§ **Material provided**
---------------

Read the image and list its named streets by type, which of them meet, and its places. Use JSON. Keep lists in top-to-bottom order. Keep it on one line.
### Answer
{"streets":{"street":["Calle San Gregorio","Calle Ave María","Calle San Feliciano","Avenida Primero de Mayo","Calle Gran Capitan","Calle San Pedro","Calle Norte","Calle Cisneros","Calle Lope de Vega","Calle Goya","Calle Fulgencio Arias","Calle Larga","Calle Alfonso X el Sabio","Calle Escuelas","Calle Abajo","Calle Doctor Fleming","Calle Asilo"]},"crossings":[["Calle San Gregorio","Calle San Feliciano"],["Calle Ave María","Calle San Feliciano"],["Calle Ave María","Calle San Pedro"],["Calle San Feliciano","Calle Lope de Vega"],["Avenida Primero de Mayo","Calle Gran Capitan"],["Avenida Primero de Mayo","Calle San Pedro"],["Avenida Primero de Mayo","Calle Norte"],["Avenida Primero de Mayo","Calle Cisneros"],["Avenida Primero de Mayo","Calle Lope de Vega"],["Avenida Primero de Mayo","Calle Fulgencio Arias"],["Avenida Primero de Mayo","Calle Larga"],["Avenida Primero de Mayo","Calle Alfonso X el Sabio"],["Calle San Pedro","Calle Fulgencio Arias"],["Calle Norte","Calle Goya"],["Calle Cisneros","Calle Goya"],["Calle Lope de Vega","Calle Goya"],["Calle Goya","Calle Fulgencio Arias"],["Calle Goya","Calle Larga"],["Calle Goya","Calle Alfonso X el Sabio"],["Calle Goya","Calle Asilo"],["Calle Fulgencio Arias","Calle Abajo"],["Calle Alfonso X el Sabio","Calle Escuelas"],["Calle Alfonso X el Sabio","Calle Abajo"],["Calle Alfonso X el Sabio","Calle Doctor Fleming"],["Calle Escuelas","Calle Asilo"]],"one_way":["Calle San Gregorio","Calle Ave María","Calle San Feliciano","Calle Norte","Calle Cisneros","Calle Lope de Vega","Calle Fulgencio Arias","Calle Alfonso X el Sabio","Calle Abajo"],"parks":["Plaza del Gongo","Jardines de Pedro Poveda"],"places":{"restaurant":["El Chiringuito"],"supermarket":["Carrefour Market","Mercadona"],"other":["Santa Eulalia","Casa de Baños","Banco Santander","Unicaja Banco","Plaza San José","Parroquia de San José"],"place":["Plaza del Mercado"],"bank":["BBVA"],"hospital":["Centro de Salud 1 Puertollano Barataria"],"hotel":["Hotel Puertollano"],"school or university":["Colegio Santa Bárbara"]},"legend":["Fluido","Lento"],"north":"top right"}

---------------

§ **To do**
What you output should match every line above exactly.

§ **Answer to this problem**
Read the image and list its named streets by type, which of them meet, and its places. Use JSON. Keep lists in top-to-bottom order. Keep it on one line.
### Answer
{"streets":{"street":["Calle San Gregorio","Calle Ave María","Calle San Feliciano","Avenida Primero de Mayo","Calle Gran Capitan","Calle San Pedro","Calle Norte","Calle Cisneros","Calle Lope de Vega","Calle Goya","Calle Fulgencio Arias","Calle Larga","Calle Alfonso X el Sabio","Calle Escuelas","Calle Abajo","Calle Doctor Fleming","Calle Asilo"]},"crossings":[["Calle San Gregorio","Calle San Feliciano"],["Calle Ave María","Calle San Feliciano"],["Calle Ave María","Calle San Pedro"],["Calle San Feliciano","Calle Lope de Vega"],["Avenida Primero de Mayo","Calle Gran Capitan"],["Avenida Primero de Mayo","Calle San Pedro"],["Avenida Primero de Mayo","Calle Norte"],["Avenida Primero de Mayo","Calle Cisneros"],["Avenida Primero de Mayo","Calle Lope de Vega"],["Avenida Primero de Mayo","Calle Fulgencio Arias"],["Avenida Primero de Mayo","Calle Larga"],["Avenida Primero de Mayo","Calle Alfonso X el Sabio"],["Calle San Pedro","Calle Fulgencio Arias"],["Calle Norte","Calle Goya"],["Calle Cisneros","Calle Goya"],["Calle Lope de Vega","Calle Goya"],["Calle Goya","Calle Fulgencio Arias"],["Calle Goya","Calle Larga"],["Calle Goya","Calle Alfonso X el Sabio"],["Calle Goya","Calle Asilo"],["Calle Fulgencio Arias","Calle Abajo"],["Calle Alfonso X el Sabio","Calle Escuelas"],["Calle Alfonso X el Sabio","Calle Abajo"],["Calle Alfonso X el Sabio","Calle Doctor Fleming"],["Calle Escuelas","Calle Asilo"]],"one_way":["Calle San Gregorio","Calle Ave María","Calle San Feliciano","Calle Norte","Calle Cisneros","Calle Lope de Vega","Calle Fulgencio Arias","Calle Alfonso X el Sabio","Calle Abajo"],"parks":["Plaza del Gongo","Jardines de Pedro Poveda"],"places":{"restaurant":["El Chiringuito"],"supermarket":["Carrefour Market","Mercadona"],"other":["Santa Eulalia","Casa de Baños","Banco Santander","Unicaja Banco","Plaza San José","Parroquia de San José"],"place":["Plaza del Mercado"],"bank":["BBVA"],"hospital":["Centro de Salud 1 Puertollano Barataria"],"hotel":["Hotel Puertollano"],"school or university":["Colegio Santa Bárbara"]},"legend":["Fluido","Lento"],"north":"top right"}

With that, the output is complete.